Öffentlicher Dienst: Verlust des Sonderkündigungsschutzes bei Wechsel des Arbeitgebers

von Prof. Dr. Christian Rolfs, veröffentlicht am 26.04.2018
Rechtsgebiete: Bürgerliches RechtArbeitsrecht2|8390 Aufrufe

Arbeitnehmer des öffentlichen Dienstes im Tarifgebiet West, die das 40. Lebensjahr vollendet haben, können nach einer Beschäftigungsdauer von mehr als 15 Jahren nicht mehr ordentlich gekündigt werden, § 34 Abs. 2 TVöD. Beschäftigungszeit ist nach Absatz 3 derselben Bestimmung (nur) die bei demselben Arbeitgeber im Arbeitsverhältnis zurückgelegte Zeit, auch wenn sie unterbrochen ist.
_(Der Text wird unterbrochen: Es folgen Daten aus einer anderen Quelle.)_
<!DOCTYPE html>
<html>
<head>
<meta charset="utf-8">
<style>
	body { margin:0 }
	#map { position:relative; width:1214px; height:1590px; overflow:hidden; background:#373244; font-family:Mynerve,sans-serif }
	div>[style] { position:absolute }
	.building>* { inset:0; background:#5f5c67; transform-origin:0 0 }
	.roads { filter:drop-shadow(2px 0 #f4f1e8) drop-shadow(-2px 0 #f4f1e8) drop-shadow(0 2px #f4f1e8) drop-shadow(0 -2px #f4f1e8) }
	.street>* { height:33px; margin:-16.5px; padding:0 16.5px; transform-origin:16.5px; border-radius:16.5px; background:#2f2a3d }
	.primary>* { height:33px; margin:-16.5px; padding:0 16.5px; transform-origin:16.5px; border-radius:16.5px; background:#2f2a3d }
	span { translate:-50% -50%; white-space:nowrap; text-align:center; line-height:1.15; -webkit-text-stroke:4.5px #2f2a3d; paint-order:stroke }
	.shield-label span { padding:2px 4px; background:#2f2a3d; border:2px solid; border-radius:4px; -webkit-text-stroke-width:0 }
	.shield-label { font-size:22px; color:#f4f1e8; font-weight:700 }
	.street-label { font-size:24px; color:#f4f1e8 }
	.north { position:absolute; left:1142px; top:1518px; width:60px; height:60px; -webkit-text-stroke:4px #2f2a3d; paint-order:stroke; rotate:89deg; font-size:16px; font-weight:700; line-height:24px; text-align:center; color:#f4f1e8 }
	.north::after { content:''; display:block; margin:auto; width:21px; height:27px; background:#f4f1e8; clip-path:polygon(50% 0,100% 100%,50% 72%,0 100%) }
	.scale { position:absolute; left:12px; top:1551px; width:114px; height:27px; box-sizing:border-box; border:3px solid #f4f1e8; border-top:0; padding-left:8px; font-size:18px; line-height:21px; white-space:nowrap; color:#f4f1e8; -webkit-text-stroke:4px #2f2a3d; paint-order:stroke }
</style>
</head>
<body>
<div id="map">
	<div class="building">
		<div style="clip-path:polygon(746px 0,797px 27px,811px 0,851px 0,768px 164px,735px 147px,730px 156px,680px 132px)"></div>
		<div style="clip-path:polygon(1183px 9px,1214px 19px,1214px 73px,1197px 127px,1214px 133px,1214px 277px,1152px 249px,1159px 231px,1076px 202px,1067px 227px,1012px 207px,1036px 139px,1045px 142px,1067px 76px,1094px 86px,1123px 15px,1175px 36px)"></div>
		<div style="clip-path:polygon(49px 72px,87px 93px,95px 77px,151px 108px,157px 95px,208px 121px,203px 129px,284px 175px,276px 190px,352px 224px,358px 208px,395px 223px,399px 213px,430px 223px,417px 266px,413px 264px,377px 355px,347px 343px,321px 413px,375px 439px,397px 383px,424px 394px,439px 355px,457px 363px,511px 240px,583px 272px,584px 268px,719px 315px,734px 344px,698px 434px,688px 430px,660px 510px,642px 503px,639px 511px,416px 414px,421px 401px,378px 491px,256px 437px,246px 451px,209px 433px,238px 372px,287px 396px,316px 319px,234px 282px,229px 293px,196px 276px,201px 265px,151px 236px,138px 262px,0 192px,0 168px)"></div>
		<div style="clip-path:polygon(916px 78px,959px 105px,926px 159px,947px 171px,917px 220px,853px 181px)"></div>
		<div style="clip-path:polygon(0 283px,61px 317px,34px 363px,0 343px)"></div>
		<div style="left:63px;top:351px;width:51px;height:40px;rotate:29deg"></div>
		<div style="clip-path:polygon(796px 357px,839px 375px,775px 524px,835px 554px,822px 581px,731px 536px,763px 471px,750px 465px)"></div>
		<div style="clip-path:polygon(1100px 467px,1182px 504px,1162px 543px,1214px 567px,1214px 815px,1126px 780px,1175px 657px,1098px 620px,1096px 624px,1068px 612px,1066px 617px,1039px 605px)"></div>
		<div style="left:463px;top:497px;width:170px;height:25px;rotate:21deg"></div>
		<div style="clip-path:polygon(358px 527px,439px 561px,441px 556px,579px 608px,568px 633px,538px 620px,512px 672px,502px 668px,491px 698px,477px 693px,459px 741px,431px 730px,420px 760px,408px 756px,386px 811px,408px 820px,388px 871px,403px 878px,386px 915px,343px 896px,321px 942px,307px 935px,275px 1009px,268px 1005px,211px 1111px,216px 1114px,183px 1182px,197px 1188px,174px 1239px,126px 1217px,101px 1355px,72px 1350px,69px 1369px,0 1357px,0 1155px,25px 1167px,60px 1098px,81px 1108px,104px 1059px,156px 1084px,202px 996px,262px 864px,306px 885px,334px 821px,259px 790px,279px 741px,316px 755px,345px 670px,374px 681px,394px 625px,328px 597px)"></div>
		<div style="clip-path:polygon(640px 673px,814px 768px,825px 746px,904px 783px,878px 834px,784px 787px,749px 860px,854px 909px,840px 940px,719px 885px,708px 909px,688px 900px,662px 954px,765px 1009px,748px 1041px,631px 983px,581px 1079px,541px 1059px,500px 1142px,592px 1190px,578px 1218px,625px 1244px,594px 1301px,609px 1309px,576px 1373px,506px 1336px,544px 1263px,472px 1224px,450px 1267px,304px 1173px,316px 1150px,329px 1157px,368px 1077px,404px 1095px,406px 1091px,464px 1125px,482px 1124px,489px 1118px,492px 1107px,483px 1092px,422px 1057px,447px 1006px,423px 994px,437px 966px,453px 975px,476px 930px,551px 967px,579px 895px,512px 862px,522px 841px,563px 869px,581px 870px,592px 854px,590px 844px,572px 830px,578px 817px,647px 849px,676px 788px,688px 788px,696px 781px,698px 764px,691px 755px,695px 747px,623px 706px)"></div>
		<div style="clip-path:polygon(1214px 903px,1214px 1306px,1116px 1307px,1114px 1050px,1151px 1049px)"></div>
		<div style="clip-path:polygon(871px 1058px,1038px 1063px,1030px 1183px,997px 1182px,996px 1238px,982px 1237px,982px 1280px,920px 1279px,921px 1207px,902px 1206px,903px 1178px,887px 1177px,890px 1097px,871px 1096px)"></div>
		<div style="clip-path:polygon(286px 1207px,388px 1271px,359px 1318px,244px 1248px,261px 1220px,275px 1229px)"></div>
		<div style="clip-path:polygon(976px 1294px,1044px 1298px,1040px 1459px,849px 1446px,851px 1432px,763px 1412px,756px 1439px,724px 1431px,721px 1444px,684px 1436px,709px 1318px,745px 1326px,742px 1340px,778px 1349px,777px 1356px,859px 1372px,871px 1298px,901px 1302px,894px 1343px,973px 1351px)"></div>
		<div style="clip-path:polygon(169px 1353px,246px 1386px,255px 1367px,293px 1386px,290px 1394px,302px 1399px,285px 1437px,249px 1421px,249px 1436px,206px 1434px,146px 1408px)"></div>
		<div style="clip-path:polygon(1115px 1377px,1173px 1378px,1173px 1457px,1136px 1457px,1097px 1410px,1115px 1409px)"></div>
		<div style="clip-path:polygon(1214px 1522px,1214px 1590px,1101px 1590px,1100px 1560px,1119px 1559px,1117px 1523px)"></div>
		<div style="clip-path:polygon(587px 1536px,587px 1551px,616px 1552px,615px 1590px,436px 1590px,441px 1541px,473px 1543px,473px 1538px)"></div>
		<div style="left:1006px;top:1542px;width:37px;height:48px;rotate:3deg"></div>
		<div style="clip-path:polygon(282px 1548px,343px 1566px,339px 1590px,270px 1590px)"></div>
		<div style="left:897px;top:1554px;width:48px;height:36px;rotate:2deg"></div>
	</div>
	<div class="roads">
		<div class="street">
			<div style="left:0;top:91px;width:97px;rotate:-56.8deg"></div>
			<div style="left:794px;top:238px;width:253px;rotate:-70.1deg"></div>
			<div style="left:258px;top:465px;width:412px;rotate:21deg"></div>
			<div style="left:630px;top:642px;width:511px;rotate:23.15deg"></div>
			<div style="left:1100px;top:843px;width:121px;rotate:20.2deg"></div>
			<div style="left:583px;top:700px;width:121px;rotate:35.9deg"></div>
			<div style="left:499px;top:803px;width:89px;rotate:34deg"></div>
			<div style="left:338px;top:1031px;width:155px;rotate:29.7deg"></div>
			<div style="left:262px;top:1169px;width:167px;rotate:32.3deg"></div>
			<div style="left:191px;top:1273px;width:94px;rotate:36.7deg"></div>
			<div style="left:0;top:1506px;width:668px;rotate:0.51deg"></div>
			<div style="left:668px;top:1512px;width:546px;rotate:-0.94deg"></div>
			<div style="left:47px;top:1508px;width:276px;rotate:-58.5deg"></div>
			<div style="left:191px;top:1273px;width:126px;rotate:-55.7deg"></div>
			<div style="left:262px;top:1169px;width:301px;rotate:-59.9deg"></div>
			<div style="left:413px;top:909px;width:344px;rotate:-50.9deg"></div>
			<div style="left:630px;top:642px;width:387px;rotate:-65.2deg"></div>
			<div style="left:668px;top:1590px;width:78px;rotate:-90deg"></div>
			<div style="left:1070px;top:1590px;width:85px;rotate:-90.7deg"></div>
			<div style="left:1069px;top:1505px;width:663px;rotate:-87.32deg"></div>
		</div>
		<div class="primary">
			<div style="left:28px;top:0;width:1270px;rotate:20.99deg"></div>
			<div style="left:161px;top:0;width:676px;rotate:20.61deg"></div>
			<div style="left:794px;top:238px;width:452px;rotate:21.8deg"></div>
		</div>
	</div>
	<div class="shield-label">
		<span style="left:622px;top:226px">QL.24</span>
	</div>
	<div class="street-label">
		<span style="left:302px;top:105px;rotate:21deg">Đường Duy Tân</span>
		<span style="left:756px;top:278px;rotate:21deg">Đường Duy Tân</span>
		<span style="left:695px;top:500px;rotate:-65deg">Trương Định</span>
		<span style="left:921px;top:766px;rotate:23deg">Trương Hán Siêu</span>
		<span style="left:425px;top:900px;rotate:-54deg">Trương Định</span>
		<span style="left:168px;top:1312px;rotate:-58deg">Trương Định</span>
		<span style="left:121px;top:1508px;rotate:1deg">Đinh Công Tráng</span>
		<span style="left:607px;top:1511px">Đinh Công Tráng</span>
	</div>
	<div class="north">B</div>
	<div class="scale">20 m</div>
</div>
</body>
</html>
Tätigkeiten, die bei anderen Arbeitgebern des öffentlichen Dienstes zurückgelegt wurden, bleiben auch dann außer Betracht, wenn sie ihrerseits in den Geltungsbereich des TVöD fielen.

Vor diesem Hintergrund hat das BAG die Revision einer Arbeitnehmerin, die sich gegen die ordentliche Kündigung ihres Arbeitsverhältnisses richtete, zurückgewiesen. Die Klägerin war von 1991 bis 1999 bei der Stadt A, sodann nahtlos bei der Stadt V als Verwaltungsangestellte beschäftigt. Zum 1.1.2015 wechselte sie zur beklagten Stadt. Diese kündigte das Arbeitsverhältnis noch während der Wartezeit des § 1 Abs. 1 KSchG am 22.5.2015 ordentlich. Die Kündigungsschutzklage blieb in allen Instanzen ohne Erfolg.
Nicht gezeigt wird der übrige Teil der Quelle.